§ **What is needed**
Every record here must be set down once more, precisely as it reads.
....
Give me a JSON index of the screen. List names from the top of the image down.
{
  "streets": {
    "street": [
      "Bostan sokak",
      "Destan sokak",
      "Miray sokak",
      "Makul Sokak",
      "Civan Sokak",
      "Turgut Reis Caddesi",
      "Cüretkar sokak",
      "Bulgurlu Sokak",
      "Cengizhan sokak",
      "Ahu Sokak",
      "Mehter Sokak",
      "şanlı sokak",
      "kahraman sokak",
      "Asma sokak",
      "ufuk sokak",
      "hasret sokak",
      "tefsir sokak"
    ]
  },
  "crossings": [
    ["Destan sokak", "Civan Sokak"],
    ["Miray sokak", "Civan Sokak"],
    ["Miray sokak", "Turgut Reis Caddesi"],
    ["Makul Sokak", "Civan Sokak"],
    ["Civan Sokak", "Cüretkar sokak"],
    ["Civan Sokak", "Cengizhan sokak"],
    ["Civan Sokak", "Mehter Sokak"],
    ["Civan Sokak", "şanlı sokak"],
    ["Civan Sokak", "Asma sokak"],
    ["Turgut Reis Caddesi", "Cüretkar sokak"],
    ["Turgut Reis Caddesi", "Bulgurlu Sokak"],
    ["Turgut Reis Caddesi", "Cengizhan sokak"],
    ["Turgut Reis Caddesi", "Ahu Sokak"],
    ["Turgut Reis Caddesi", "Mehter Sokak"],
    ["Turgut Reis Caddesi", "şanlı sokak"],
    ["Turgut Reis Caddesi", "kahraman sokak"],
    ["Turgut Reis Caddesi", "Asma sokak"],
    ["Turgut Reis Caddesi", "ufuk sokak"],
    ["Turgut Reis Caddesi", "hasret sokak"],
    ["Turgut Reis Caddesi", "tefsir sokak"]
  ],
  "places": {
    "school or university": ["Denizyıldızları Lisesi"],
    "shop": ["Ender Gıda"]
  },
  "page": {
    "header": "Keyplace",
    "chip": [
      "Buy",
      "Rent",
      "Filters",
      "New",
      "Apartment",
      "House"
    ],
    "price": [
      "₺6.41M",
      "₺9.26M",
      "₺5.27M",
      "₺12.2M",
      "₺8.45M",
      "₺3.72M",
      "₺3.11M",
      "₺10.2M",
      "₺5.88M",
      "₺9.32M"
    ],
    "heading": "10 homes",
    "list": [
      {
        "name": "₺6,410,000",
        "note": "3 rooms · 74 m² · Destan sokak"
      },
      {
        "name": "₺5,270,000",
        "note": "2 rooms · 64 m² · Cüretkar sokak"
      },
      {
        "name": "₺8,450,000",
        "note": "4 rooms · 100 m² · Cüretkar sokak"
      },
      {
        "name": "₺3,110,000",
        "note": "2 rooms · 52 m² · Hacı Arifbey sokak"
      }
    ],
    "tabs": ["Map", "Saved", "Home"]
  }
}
....
§ **Task result**
Give me a JSON index of the screen. List names from the top of the image down.
{
  "streets": {
    "street": [
      "Bostan sokak",
      "Destan sokak",
      "Miray sokak",
      "Makul Sokak",
      "Civan Sokak",
      "Turgut Reis Caddesi",
      "Cüretkar sokak",
      "Bulgurlu Sokak",
      "Cengizhan sokak",
      "Ahu Sokak",
      "Mehter Sokak",
      "şanlı sokak",
      "kahraman sokak",
      "Asma sokak",
      "ufuk sokak",
      "hasret sokak",
      "tefsir sokak"
    ]
  },
  "crossings": [
    ["Destan sokak", "Civan Sokak"],
    ["Miray sokak", "Civan Sokak"],
    ["Miray sokak", "Turgut Reis Caddesi"],
    ["Makul Sokak", "Civan Sokak"],
    ["Civan Sokak", "Cüretkar sokak"],
    ["Civan Sokak", "Cengizhan sokak"],
    ["Civan Sokak", "Mehter Sokak"],
    ["Civan Sokak", "şanlı sokak"],
    ["Civan Sokak", "Asma sokak"],
    ["Turgut Reis Caddesi", "Cüretkar sokak"],
    ["Turgut Reis Caddesi", "Bulgurlu Sokak"],
    ["Turgut Reis Caddesi", "Cengizhan sokak"],
    ["Turgut Reis Caddesi", "Ahu Sokak"],
    ["Turgut Reis Caddesi", "Mehter Sokak"],
    ["Turgut Reis Caddesi", "şanlı sokak"],
    ["Turgut Reis Caddesi", "kahraman sokak"],
    ["Turgut Reis Caddesi", "Asma sokak"],
    ["Turgut Reis Caddesi", "ufuk sokak"],
    ["Turgut Reis Caddesi", "hasret sokak"],
    ["Turgut Reis Caddesi", "tefsir sokak"]
  ],
  "places": {
    "school or university": ["Denizyıldızları Lisesi"],
    "shop": ["Ender Gıda"]
  },
  "page": {
    "header": "Keyplace",
    "chip": [
      "Buy",
      "Rent",
      "Filters",
      "New",
      "Apartment",
      "House"
    ],
    "price": [
      "₺6.41M",
      "₺9.26M",
      "₺5.27M",
      "₺12.2M",
      "₺8.45M",
      "₺3.72M",
      "₺3.11M",
      "₺10.2M",
      "₺5.88M",
      "₺9.32M"
    ],
    "heading": "10 homes",
    "list": [
      {
        "name": "₺6,410,000",
        "note": "3 rooms · 74 m² · Destan sokak"
      },
      {
        "name": "₺5,270,000",
        "note": "2 rooms · 64 m² · Cüretkar sokak"
      },
      {
        "name": "₺8,450,000",
        "note": "4 rooms · 100 m² · Cüretkar sokak"
      },
      {
        "name": "₺3,110,000",
        "note": "2 rooms · 52 m² · Hacı Arifbey sokak"
      }
    ],
    "tabs": ["Map", "Saved", "Home"]
  }
}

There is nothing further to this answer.